Dava dosyasının incelenmesinde; davacı vekilinin asıl davada 31.10.2013 vade tarihli 65.850,00 TL senet bedelinin vade tarihinden itibaren yasal faiziyle ve 31.12.2013 vade tarihli 65.850,00 tutarlı senet için ise 50.850,00 TL'nin vade tarihinden itibaren yasal faiziyle birlikte davalıdan tahsilini talep ettiği, toplam talep ettiği bedelin 116.700,00 TL olduğu, ancak Mahkemece HMK 26. maddesine aykırı olacak şekilde asıl davanın kabulü ile 65.850,00 TL net maç başı ücret alacağının 31.10.2013 tarihinden, 58.850,00 TL net maç başı ücret alacağının 31.12.2013 tarihinden itibaren işleyecek yasal faiziyle birlikte davalıdan alınarak davacıya verilmesine, yani talepten fazlasına hükmedildiği, bu hususun gerekçede "asıl davada davacının talebi ile bağlı kalınarak 116.700,00 TL üzerinden hüküm kurulması gerekirken sehven talebi aşacak şekilde 124.700,00 TL üzerinden hüküm kurulduğu, bu hususun gerekçeli karar yazım aşamasında fark edilmiş olduğu, temyiz aşamasında bu hususun gözetileceği" şeklinde belirtildiği anlaşılmaktadır.
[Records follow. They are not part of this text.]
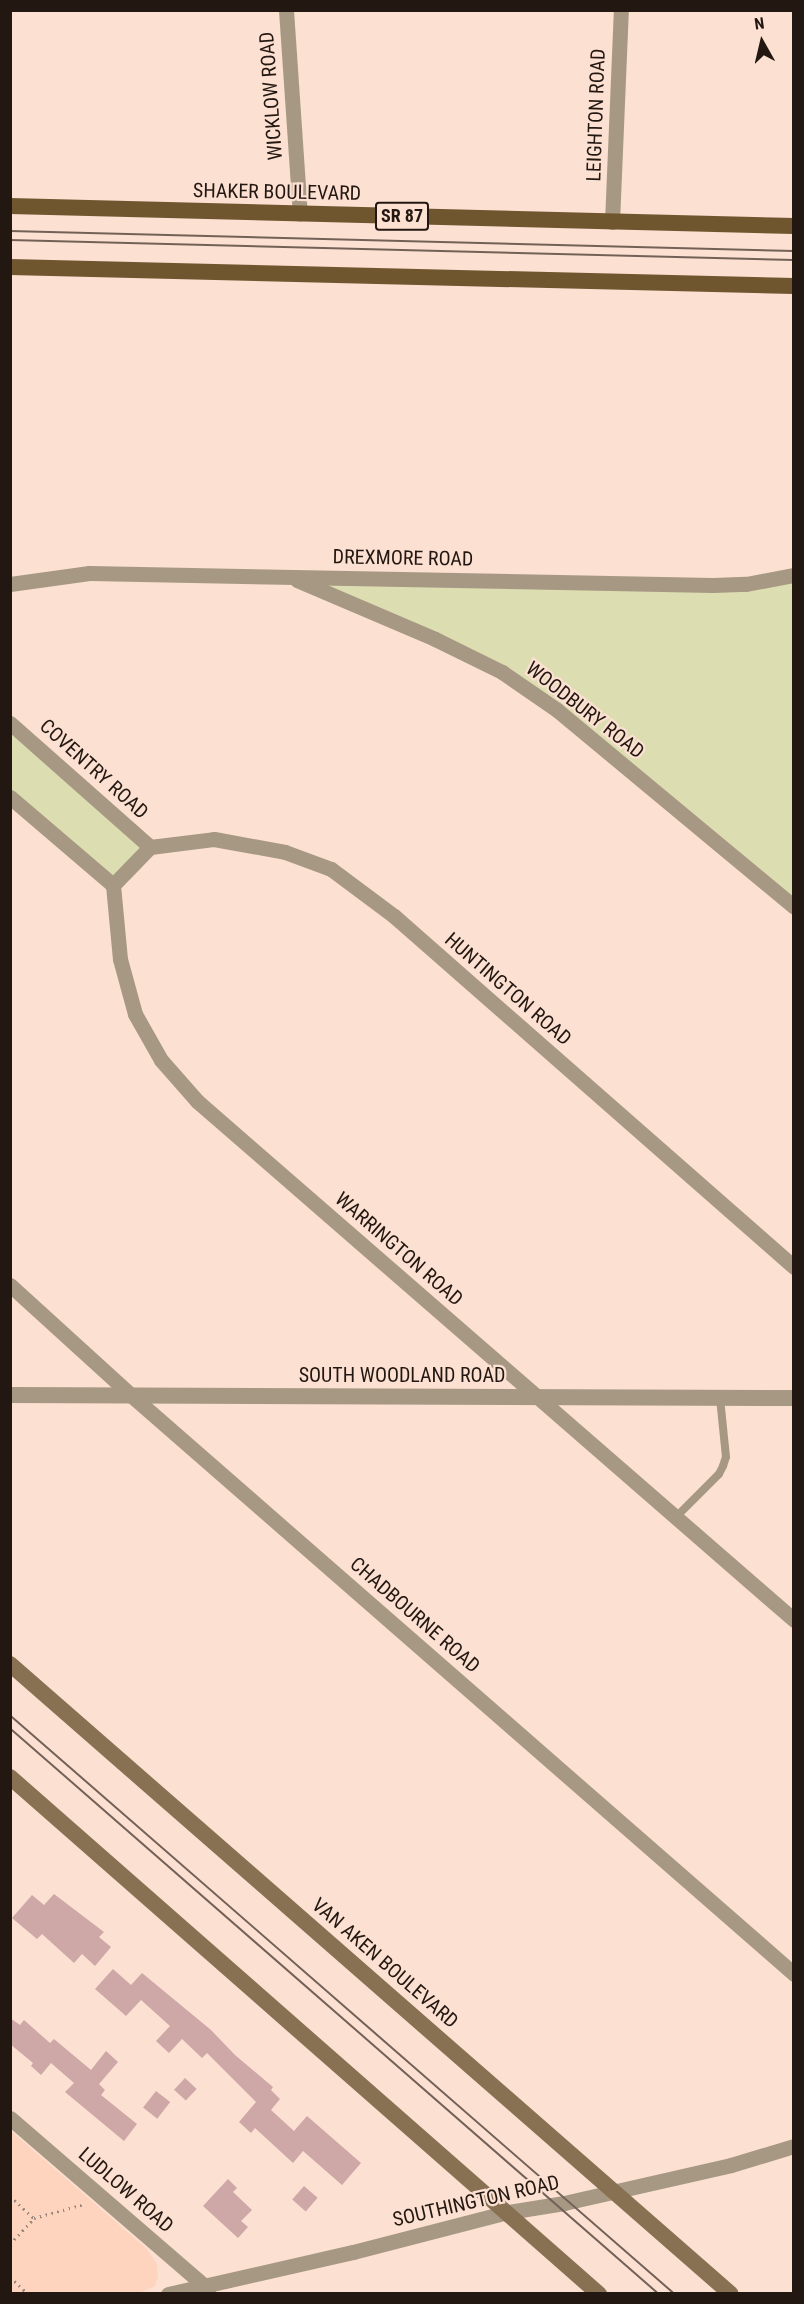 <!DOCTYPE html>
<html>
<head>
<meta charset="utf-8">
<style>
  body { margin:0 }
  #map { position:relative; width:804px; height:2304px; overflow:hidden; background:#fce0d2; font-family:"Roboto Condensed",sans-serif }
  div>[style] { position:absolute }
  .built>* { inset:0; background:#fed4bf }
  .green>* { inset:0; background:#ddddb2 }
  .building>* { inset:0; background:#cea7a7; transform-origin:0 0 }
  .path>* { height:3px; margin-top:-1.5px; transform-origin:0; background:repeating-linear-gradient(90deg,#9d887e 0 1.5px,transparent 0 6px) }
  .service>* { height:8px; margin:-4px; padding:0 4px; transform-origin:4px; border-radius:4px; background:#a69883 }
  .minor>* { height:15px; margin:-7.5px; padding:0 7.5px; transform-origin:7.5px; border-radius:7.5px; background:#a69883 }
  .tertiary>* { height:16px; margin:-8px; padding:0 8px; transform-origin:8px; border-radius:8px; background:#a69883 }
  .secondary>* { height:16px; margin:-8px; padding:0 8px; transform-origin:8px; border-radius:8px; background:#877152 }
  .primary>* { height:16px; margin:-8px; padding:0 8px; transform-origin:8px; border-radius:8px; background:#70562f }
  .tram>* { height:1.5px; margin:-0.75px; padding:0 0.75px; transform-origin:0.75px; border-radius:0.75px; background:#736158 }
  span { translate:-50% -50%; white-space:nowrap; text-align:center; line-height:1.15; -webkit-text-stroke:4.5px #fce0d2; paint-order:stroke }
  .shield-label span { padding:2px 4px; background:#fce0d2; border:2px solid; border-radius:4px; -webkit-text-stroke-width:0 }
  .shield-label { font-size:18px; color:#231711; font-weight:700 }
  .street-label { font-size:20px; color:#231711 }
  .frame { position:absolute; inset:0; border:12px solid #231711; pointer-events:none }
  .north { position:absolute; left:732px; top:12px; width:60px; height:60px; -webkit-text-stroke:4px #fce0d2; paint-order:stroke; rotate:352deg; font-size:16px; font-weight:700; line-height:24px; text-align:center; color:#231711 }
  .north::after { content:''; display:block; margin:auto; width:21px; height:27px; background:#231711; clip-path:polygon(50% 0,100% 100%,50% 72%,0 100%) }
</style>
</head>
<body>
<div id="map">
  <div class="built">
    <div style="clip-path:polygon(10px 2130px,147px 2249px,157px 2264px,158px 2276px,155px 2286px,139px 2293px,11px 2293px)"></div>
  </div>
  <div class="green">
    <div style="clip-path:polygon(793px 575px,793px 907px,502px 672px,289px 577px,713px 585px)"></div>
    <div style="clip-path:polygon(11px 723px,150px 847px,113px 885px,11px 797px)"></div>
  </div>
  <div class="building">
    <div style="clip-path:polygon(54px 1894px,104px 1932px,99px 1937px,111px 1947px,95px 1966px,82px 1954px,74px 1963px,42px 1934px,37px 1939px,12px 1918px,32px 1895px,44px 1905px)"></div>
    <div style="clip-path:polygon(113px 1969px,131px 1985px,142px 1973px,211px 2030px,235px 2055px,273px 2087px,271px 2090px,280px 2099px,271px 2110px,294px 2131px,307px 2116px,361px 2163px,342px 2185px,303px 2151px,293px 2163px,255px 2128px,251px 2133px,239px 2122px,256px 2102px,207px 2053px,202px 2058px,182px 2039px,169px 2053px,156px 2041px,170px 2026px,141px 2000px,126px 2016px,95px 1989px)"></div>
    <div style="clip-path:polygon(10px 2018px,20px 2025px,24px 2020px,50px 2043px,54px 2039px,91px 2070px,106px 2051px,118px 2062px,99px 2084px,105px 2090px,101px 2095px,137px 2124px,124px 2141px,65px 2092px,74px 2083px,51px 2063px,41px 2075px,31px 2066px,33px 2063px,10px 2044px)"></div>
    <div style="left:185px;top:2078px;width:16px;height:16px;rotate:43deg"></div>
    <div style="left:156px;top:2091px;width:18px;height:21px;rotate:38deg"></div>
    <div style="clip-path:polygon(228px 2179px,237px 2188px,233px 2192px,252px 2210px,241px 2221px,248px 2227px,238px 2238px,203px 2206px)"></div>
    <div style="left:304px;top:2186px;width:18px;height:18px;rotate:41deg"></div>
  </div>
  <div class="path">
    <div style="left:10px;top:2196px;width:33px;rotate:43deg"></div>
    <div style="left:10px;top:2244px;width:35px;rotate:-47deg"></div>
    <div style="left:34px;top:2218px;width:53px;rotate:-15.4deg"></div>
    <div style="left:10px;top:2277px;width:25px;rotate:43deg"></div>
  </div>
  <div class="service">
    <div style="left:675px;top:1518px;width:62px;rotate:-45deg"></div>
    <div style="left:719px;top:1474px;width:9px;rotate:-63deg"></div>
    <div style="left:723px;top:1466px;width:9px;rotate:-72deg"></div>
    <div style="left:726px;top:1457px;width:59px;rotate:-95.8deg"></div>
  </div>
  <div class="minor">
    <div style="left:286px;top:10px;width:204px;rotate:86.1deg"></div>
    <div style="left:612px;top:222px;width:212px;rotate:-87.6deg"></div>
    <div style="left:297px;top:580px;width:150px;rotate:23.1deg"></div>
    <div style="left:435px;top:639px;width:75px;rotate:26.2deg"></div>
    <div style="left:502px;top:672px;width:67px;rotate:34.6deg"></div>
    <div style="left:557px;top:710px;width:308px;rotate:39.7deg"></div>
    <div style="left:10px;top:584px;width:80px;rotate:-7.9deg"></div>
    <div style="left:89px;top:573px;width:624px;rotate:1.1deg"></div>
    <div style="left:713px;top:585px;width:33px;rotate:-2deg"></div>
    <div style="left:746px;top:584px;width:49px;rotate:-10.6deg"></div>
    <div style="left:10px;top:723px;width:187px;rotate:41.5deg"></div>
    <div style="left:10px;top:797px;width:135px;rotate:40.5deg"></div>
    <div style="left:150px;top:847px;width:53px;rotate:134.2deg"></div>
    <div style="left:113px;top:885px;width:74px;rotate:84.6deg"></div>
    <div style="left:120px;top:959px;width:57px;rotate:74.7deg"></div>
    <div style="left:135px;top:1014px;width:53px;rotate:60.5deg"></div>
    <div style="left:161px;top:1060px;width:55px;rotate:48.7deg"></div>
    <div style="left:197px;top:1101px;width:791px;rotate:41deg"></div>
    <div style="left:150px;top:847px;width:64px;rotate:-7.1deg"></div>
    <div style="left:214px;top:839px;width:72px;rotate:10.4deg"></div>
    <div style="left:285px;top:852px;width:49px;rotate:20.3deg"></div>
    <div style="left:331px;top:869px;width:79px;rotate:36.7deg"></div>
    <div style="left:394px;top:916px;width:532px;rotate:41.27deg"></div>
    <div style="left:10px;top:1285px;width:165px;rotate:42.3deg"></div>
    <div style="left:132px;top:1396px;width:879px;rotate:41.12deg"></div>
    <div style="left:10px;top:2118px;width:262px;rotate:40.8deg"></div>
    <div style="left:168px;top:2294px;width:190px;rotate:-12.8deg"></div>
    <div style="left:353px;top:2252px;width:160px;rotate:-14.5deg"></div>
    <div style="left:508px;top:2212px;width:57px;rotate:-9.1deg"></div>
    <div style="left:564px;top:2203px;width:171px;rotate:-12.8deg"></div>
    <div style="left:731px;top:2165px;width:66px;rotate:-16.8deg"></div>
  </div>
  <div class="tertiary">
    <div style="left:10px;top:1395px;width:784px;rotate:0.22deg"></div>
  </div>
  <div class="secondary">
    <div style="left:10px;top:1664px;width:957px;rotate:41.15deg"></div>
    <div style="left:10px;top:1777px;width:784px;rotate:41.28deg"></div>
  </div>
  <div class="primary">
    <div style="left:10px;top:206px;width:784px;rotate:1.46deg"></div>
    <div style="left:10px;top:267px;width:784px;rotate:1.39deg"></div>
  </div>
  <div class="tram">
    <div style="left:10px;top:231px;width:784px;rotate:1.46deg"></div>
    <div style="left:10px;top:240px;width:784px;rotate:1.46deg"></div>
    <div style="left:10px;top:1715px;width:882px;rotate:41.05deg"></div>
    <div style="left:10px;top:1728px;width:861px;rotate:41.09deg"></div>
  </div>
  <div class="shield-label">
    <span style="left:402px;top:216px">SR 87</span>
  </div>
  <div class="street-label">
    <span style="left:271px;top:96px;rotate:-94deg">WICKLOW ROAD</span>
    <span style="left:596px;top:115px;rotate:-88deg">LEIGHTON ROAD</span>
    <span style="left:277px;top:192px;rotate:1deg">SHAKER BOULEVARD</span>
    <span style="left:403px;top:558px;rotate:1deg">DREXMORE ROAD</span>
    <span style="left:585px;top:710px;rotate:38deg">WOODBURY ROAD</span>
    <span style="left:94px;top:769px;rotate:42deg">COVENTRY ROAD</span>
    <span style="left:508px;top:989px;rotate:41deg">HUNTINGTON ROAD</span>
    <span style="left:399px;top:1249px;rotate:41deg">WARRINGTON ROAD</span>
    <span style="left:402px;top:1375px">SOUTH WOODLAND ROAD</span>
    <span style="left:415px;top:1615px;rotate:41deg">CHADBOURNE ROAD</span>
    <span style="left:385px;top:1963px;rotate:41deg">VAN AKEN BOULEVARD</span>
    <span style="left:126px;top:2190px;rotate:41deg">LUDLOW ROAD</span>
    <span style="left:476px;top:2201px;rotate:-13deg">SOUTHINGTON ROAD</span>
  </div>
  <div class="frame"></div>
  <div class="north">N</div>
</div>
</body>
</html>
O halde Mahkemece, davacının talep ettiği bedelden fazlasına hükmedilemeyeceği gözetilmeden gerekçe ve hüküm arasında çelişki oluşturacak şekilde karar verilmesi usul ve yasaya aykırı olup bozmayı gerektirmiştir.
2.Bozma nedenine göre davalı vekilinin asıl davaya yönelik sair temyiz itirazlarının incelenmesine şimdilik yer olmadığına karar verilmesi gerekmiştir.
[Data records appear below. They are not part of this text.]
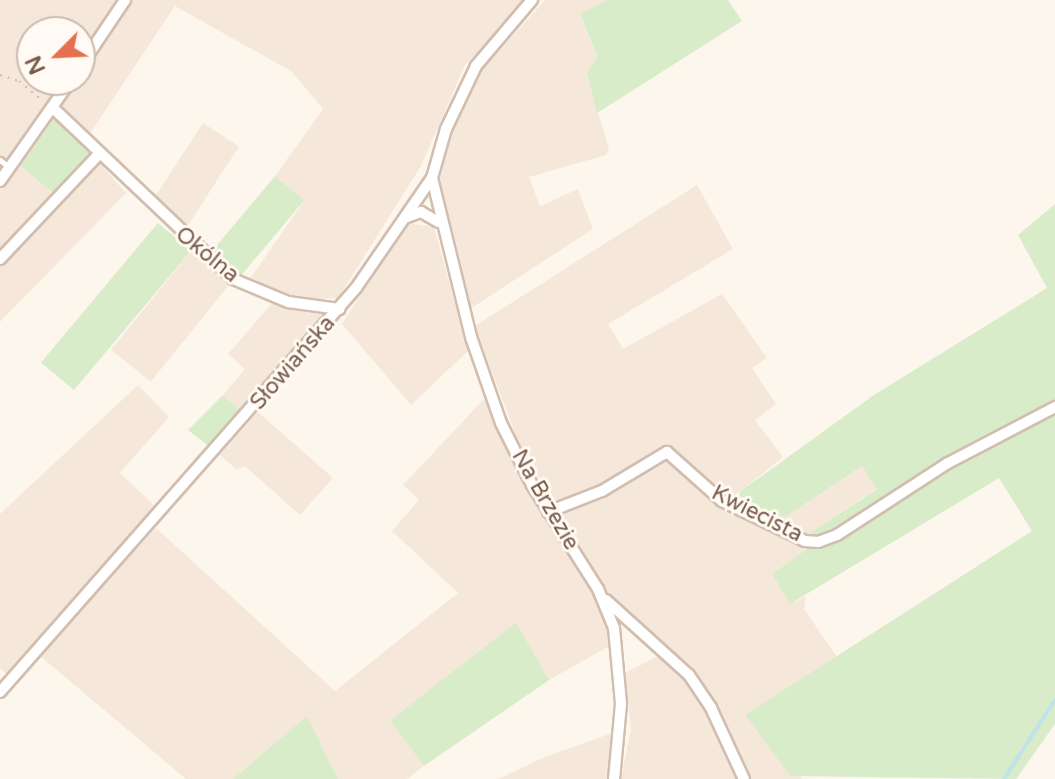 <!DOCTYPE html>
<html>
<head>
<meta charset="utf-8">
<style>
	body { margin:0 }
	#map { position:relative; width:1055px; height:779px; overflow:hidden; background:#fdf6ec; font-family:"Varela Round",sans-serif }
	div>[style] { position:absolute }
	.residential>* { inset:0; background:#f5e8da; transform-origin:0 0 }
	.green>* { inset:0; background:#d8ecc9; transform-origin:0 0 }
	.stream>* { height:4px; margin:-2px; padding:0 2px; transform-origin:2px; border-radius:2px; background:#bfe3e8 }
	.path>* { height:2px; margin-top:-1px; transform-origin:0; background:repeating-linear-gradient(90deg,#d9b8a5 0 2px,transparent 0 8px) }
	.roads { filter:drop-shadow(2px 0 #d1beb0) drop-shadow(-2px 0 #d1beb0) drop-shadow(0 2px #d1beb0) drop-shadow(0 -2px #d1beb0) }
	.lane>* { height:5px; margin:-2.5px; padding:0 2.5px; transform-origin:2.5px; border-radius:2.5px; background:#fff }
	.street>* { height:10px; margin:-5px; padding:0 5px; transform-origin:5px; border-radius:5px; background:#fff }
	span { translate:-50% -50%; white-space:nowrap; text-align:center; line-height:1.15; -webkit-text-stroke:6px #fffaf3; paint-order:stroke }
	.street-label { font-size:22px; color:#7a5c4d }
	.north { position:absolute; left:16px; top:16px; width:80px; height:80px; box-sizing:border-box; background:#fffaf3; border:2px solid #cabbb1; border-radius:50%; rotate:246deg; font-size:22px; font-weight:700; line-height:32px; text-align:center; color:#7a5c4d }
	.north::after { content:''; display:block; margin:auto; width:28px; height:36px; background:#e76f51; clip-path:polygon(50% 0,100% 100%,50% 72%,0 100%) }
</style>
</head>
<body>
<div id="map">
	<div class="residential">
		<i style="clip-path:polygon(evenodd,0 0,528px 0,465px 65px,421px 166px,338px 298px,312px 300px,247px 283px,304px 201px,275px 176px,323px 109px,291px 71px,175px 6px,87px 138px,55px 116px,22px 165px,58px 197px,96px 159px,126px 193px,0 322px,0 0,32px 32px,80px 32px,80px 80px,32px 80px,32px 32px)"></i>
		<i style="clip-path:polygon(545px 0,607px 0,580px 15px,597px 58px,587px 74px,609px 150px,606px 155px,529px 177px,540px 206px,578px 189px,593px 229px,470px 309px,443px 219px,437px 175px,451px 122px,477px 76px)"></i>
		<i style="left:203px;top:123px;width:43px;height:93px;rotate:33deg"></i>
		<i style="clip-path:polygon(697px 185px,733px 249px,608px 324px,623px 349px,722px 294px,767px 358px,752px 368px,776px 404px,755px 420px,783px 457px,721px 507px,808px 548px,772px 574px,790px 604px,806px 596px,804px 609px,837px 657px,746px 715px,790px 776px,798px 772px,802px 779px,621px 779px,631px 729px,625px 673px,668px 651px,609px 595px,547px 494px,516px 436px,475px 326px)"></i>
		<i style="clip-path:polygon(407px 223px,434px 227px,468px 351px,411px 405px,342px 324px)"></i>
		<i style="left:191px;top:251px;width:51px;height:127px;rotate:39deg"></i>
		<i style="clip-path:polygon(272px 303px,323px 310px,326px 319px,243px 412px,223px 395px,245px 369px,228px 354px)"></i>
		<i style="clip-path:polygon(138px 385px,169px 417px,120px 473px,158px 509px,79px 599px,85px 604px,156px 528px,335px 691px,458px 593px,392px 531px,419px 500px,403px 485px,484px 399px,527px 490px,597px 598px,611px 645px,549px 680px,516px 624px,391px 719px,424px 766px,407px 779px,338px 779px,307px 717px,233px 779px,186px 779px,33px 650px,9px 676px,0 668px,0 514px)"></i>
		<i style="clip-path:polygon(258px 412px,333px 478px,300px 515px,245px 466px,237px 470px,220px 455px)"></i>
		<i style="clip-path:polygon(862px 466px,877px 488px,805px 536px,776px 523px)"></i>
		<i style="clip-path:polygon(615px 732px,608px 779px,498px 779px,545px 757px)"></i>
	</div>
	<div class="green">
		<i style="clip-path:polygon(607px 0,728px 0,742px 21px,597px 113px,587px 73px,597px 57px,580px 14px)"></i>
		<i style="clip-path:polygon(55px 116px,96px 159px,58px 197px,21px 166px)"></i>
		<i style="left:275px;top:176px;width:38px;height:104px;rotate:40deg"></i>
		<i style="clip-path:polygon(1055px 204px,1055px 402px,960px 451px,843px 530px,819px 538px,805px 536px,877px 489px,862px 466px,776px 523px,727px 501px,874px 395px,1047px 288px,1018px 235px)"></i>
		<i style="left:158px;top:223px;width:43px;height:182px;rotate:40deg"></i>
		<i style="clip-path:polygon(223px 395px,243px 412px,211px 448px,188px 430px)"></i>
		<i style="clip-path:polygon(1055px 410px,1055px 724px,1016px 779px,790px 776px,745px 715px,1032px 531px,999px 478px,790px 604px,772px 574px,808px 548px,824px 546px,948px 467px)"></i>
		<i style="clip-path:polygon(516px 623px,549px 680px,424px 766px,390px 720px)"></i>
		<i style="clip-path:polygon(307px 716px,338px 779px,233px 779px)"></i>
	</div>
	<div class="stream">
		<i style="left:1004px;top:779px;width:94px;rotate:-57.2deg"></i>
	</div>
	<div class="path">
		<i style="left:0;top:75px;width:20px;rotate:18deg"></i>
		<i style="left:19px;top:81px;width:30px;rotate:40deg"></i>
	</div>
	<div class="roads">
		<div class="lane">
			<i style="left:0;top:160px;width:13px;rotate:39deg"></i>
		</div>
		<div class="street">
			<i style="left:80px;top:67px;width:81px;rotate:-56.1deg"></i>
			<i style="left:53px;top:108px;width:248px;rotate:43.5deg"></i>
			<i style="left:233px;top:279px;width:60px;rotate:22.7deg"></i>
			<i style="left:288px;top:302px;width:52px;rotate:7.7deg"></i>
			<i style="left:432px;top:178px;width:164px;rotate:76.2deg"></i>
			<i style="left:471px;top:337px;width:91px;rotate:70.8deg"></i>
			<i style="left:501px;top:423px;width:69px;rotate:63.4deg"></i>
			<i style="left:532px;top:485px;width:123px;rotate:57.6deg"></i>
			<i style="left:598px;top:589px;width:42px;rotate:67.7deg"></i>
			<i style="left:614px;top:628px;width:76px;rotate:84.7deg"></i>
			<i style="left:621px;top:704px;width:75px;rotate:95.3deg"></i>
			<i style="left:0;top:181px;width:123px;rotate:-54.9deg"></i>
			<i style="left:407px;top:217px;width:15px;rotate:-20deg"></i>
			<i style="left:421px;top:212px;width:20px;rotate:30deg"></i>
			<i style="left:0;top:259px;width:144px;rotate:-46.7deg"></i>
			<i style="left:548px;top:512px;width:58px;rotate:-21.3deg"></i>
			<i style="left:602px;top:491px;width:76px;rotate:-31deg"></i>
			<i style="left:667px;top:452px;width:74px;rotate:41.7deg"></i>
			<i style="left:722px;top:501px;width:92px;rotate:25.7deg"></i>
			<i style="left:805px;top:541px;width:13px;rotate:4deg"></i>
			<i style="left:818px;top:542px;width:20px;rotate:-20deg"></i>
			<i style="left:837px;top:535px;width:132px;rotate:-33deg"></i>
			<i style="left:948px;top:463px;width:121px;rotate:-27.6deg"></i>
			<i style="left:606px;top:600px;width:112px;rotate:42.1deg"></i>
			<i style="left:689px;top:675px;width:40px;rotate:56deg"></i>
			<i style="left:711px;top:708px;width:78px;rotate:65.1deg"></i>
			<i style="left:0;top:692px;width:538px;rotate:-48.61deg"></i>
			<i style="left:356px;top:288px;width:134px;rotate:-55.4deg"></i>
			<i style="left:432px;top:178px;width:51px;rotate:-74.1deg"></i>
			<i style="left:446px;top:129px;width:70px;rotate:-64.5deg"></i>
			<i style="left:476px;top:66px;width:87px;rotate:-49.7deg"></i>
		</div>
	</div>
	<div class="street-label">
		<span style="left:207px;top:255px;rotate:39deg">Okólna</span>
		<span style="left:293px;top:363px;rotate:-49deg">Słowiańska</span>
		<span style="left:545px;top:500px;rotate:60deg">Na Brzezie</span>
		<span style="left:757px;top:514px;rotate:27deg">Kwiecista</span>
	</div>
	<div class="north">N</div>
</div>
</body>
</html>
B-Birleşen dava yönünden davalı vekilinin temyiz itirazlarının incelenmesinde;
Temyizen incelenen karar, tarafların karşılıklı iddia ve savunmalarına, dayandıkları belgelere, uyuşmazlığa uygulanması gereken hukuk kuralları ile hukuki ilişkinin nitelendirilmesine, dava şartlarına, yargılama ve ispat kuralları ile kararda belirtilen gerekçelere ve özellikle 01.11.2013 tarihli 10.000,00 TL ödemenin 06.01.2015 tarihli davalı vekilinin temyiz dilekçesinde belirttiği üzere 2013/2014 sezonu için peşinat ödemesine mahsuben yapıldığının, Yargıtay (Kapatılan) 13. Hukuk Dairesince verilen 25.06.2020 tarihli ilamına uyulmakla davacı lehine usuli kazanılmış hakkın doğduğunun, bozma ilamı dışında kalan hususların kesinleştiğinin, bozma ilamı doğrultusunda alınan bilirkişi raporunun taraf, Mahkeme, Yargıtay denetimine açık, tarafların itirazlarını karşılar nitelikte olduğunun anlaşılmasına göre davalı vekilinin birleşen dava yönünden tüm temyiz itirazlarının reddi ile kararın onanması gerekmiştir.
VI. KARAR
Açıklanan sebeplerle;
A-Asıl dava yönünden
1. Temyiz olunan İlk Derece Mahkemesi kararının usulden BOZULMASINA,
2. Bozma nedenine göre davalı vekilinin sair temyiz itirazlarının incelenmesine şimdilik yer olmadığına,
B-Birleşen dava yönünden
Davalı vekilinin yerinde görülmeyen tüm temyiz itirazlarının reddi ile usul ve kanuna uygun olan kararın ONANMASINA,
Peşin alınan temyiz harcının istek halinde temyiz edene iadesine,
6100 sayılı Kanun’un Geçici 3. maddesi atfıyla 1086 sayılı Kanun’un 440. maddesi gereğince kararın tebliğinden itibaren 15 günlük süre içinde karar düzeltme yolu asıl dava için kapalı, birleşen dava için açık olmak üzere,24.02.2025 tarihinde oy birliğiyle karar verildi.